Depp reportedly arrived in Queensland by private jet earlier this month to shoot the fifth edition of “Pirates of the Caribbean,” called “Dead Men Tell No Tales.” On Wednesday, however, a biosecurity officer from the Department of Agriculture found two illegally imported dogs at his Gold Coast property, according to a Department of Agriculture statement.
Officials fear that the dogs could be carrying diseases that could affect people such as “rabies, ehrlichia, leishmania, leptospirosis and internal and external parasites," the statement continues.
The announcement has stirred controversy online, with more than 6,500 signing a petition to “save Johnny Depp's dogs.”
“This seems so extreme and unnecessary,” the petition’s organizer writes, pleading the minister of Agriculture to “have a heart.”
Depp, 51, has not yet responded publicly to the warning or to the minister’s comments, and the actor's rep did not immediately respond to ABC News' request for comment.

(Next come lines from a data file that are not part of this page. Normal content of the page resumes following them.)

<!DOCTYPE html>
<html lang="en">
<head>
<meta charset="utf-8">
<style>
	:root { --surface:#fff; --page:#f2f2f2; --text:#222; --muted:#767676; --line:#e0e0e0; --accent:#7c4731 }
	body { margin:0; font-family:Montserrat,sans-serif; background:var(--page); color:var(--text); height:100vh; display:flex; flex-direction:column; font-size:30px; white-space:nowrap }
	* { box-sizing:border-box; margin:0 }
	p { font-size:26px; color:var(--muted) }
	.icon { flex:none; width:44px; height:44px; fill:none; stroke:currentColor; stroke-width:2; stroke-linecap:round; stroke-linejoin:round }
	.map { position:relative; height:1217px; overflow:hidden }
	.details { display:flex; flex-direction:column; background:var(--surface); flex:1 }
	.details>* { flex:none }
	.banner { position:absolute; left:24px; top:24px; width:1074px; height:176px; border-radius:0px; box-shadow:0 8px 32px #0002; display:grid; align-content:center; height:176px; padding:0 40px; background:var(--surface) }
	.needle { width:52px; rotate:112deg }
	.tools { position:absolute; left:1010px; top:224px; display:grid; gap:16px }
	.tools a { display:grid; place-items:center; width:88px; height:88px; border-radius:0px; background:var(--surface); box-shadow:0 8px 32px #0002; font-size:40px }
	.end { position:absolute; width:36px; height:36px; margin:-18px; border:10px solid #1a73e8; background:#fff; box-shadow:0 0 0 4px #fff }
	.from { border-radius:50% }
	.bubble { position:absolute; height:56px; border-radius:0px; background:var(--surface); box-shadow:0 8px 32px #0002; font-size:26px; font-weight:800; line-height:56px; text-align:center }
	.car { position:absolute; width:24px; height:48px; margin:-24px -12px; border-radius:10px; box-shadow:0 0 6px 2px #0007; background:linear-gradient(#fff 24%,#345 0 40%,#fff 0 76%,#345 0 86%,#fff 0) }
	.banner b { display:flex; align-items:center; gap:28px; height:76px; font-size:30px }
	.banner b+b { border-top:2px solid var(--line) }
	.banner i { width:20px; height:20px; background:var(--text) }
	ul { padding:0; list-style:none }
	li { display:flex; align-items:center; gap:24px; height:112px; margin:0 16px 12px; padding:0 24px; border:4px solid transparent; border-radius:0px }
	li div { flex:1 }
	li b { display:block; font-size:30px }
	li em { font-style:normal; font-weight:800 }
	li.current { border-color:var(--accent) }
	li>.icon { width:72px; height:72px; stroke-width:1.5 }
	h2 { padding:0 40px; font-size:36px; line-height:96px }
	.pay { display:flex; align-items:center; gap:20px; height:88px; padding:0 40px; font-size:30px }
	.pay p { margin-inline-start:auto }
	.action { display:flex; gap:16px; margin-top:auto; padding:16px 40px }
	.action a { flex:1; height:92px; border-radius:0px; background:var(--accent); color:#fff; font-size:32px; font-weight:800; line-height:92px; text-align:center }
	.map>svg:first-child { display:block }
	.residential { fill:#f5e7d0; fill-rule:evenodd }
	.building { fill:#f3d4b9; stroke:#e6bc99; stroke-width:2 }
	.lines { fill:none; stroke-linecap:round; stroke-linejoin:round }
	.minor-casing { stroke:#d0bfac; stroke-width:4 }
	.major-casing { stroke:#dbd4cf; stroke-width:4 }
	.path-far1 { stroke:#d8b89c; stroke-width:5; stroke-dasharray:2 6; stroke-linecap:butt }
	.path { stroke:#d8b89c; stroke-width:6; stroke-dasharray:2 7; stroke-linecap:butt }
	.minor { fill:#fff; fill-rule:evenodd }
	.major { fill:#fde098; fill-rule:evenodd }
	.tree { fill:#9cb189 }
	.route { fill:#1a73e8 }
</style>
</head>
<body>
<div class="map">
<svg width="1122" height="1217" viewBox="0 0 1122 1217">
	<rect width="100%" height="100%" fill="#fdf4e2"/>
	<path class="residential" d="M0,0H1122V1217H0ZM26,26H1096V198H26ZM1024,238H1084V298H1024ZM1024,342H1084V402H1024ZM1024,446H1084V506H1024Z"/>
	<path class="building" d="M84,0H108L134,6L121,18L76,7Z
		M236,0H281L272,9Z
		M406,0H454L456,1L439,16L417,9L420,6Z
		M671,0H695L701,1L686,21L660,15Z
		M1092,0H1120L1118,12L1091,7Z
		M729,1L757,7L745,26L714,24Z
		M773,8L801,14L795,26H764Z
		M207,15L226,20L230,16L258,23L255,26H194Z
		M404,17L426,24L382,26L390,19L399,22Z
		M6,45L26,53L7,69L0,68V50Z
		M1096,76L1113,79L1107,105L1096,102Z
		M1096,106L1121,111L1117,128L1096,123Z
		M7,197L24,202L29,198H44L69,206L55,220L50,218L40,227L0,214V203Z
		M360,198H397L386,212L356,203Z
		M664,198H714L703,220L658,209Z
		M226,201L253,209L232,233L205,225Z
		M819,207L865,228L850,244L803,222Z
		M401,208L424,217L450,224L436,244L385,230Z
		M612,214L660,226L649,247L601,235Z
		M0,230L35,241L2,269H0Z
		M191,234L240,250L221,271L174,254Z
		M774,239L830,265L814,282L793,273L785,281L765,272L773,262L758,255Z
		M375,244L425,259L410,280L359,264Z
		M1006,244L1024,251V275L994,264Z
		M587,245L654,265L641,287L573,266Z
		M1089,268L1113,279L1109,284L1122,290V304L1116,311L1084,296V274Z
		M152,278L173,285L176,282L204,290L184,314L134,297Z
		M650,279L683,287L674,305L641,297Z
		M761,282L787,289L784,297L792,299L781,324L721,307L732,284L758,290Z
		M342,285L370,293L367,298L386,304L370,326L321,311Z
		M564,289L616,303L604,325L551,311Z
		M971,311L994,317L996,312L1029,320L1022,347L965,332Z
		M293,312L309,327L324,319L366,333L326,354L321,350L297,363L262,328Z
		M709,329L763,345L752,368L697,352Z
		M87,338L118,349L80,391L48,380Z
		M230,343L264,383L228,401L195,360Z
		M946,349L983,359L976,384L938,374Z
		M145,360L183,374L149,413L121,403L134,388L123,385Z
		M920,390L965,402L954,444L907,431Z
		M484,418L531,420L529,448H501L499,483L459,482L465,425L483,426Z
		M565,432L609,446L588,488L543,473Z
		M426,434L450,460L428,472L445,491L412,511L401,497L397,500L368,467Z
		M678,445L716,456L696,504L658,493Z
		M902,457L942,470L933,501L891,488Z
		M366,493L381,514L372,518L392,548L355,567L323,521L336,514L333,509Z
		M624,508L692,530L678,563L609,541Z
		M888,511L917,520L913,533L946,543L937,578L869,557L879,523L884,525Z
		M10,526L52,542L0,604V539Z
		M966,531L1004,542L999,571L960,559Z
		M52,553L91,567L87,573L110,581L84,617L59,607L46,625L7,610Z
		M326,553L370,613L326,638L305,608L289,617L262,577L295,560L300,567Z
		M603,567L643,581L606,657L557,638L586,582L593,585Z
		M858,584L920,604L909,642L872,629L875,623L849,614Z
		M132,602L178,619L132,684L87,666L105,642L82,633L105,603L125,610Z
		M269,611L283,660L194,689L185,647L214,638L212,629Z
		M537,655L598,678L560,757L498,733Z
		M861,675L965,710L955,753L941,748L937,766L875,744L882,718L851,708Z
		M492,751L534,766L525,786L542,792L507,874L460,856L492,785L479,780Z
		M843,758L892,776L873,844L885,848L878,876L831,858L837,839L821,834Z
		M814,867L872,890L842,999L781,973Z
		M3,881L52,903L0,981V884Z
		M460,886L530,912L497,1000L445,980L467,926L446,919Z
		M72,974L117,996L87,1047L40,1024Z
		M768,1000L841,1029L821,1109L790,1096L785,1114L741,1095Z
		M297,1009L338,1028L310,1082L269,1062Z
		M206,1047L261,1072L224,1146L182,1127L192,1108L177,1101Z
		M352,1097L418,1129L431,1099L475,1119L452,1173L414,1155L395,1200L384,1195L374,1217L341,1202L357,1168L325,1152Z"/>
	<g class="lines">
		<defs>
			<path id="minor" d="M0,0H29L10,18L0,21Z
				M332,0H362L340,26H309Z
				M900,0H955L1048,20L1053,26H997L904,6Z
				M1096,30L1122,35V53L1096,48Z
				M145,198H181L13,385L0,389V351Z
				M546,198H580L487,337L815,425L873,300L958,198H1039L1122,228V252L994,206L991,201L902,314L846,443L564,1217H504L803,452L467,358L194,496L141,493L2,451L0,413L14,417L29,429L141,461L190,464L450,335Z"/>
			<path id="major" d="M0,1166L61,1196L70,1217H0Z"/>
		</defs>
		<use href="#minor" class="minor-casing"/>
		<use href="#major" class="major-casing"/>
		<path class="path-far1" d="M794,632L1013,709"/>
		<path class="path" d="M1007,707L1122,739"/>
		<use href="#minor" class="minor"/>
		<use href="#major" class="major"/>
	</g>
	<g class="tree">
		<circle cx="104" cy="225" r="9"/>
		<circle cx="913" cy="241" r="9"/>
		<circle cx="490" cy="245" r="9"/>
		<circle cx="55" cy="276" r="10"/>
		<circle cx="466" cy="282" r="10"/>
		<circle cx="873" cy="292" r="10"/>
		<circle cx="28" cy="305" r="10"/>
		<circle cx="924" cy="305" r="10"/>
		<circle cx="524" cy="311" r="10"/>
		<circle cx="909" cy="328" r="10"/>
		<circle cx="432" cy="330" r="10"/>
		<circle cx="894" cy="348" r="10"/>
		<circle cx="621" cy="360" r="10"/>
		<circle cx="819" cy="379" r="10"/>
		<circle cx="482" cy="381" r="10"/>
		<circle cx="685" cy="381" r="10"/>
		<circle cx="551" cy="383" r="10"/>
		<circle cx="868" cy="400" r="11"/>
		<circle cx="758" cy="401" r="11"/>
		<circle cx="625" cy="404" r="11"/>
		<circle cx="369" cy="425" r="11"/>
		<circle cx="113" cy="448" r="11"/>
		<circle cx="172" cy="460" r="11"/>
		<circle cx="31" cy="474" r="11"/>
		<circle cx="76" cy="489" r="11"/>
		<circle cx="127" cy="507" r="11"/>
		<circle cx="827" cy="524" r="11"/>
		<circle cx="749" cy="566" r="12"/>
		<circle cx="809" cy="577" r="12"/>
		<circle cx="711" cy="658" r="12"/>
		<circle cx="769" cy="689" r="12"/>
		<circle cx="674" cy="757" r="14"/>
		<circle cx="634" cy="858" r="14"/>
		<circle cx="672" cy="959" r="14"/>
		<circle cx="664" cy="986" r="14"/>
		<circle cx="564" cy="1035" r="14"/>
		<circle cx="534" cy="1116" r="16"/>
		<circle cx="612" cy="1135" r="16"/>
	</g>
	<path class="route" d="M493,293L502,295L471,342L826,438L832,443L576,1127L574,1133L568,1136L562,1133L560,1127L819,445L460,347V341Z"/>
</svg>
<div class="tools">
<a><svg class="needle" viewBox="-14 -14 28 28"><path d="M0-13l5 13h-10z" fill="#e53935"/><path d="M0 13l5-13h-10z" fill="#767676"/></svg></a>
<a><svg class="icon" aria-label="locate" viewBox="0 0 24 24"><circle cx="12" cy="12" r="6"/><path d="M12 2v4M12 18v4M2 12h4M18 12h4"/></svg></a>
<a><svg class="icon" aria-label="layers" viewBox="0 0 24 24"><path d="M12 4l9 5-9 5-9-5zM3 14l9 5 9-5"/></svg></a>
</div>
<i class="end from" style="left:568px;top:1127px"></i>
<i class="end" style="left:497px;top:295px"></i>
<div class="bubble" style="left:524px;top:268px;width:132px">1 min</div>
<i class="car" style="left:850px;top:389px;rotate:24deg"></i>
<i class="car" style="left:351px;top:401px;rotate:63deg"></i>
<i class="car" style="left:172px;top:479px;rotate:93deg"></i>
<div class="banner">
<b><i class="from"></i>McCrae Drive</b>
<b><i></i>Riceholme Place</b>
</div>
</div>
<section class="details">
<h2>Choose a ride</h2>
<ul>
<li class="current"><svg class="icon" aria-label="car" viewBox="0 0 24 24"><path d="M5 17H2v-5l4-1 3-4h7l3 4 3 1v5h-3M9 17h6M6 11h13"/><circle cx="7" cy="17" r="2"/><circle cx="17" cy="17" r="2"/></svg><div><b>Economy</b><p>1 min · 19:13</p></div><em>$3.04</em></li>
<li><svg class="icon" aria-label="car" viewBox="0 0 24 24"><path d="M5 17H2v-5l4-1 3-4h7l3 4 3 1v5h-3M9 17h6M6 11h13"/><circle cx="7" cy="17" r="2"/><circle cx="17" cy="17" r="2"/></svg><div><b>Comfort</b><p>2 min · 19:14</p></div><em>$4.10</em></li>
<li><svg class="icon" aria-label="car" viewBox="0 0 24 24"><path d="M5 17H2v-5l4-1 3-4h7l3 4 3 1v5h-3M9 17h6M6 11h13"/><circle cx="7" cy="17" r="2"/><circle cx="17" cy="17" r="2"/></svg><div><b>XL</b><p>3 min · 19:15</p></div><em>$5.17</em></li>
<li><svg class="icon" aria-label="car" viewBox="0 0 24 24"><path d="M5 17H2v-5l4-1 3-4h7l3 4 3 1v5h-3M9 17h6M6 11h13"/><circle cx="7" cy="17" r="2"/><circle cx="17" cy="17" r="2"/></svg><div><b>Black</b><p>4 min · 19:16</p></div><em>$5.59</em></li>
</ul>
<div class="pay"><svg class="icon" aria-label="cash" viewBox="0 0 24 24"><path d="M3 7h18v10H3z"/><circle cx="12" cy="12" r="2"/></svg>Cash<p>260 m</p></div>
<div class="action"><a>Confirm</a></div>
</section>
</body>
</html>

“I don’t hate Johnny Depp’s dogs but I dislike the way that someone comes into our nation and doesn’t go through the proper process, so basically you’re standing away from the law of this nation,” Joyce said.
Others online have launched a grim countdown with the title, “It’s almost time to kill Johnny Depp's dogs.”
Officials are now adamant, saying that “private jets are subject to the same strict biosecurity requirements as any other aircraft or vessel entering Australia,” and that “the Department of Agriculture is reviewing how the dogs were brought into Australia without an import permit.”
The dogs have been ordered into quarantine and the owners have been advised the dogs must be exported within 72 hours, leaving about a day and a half.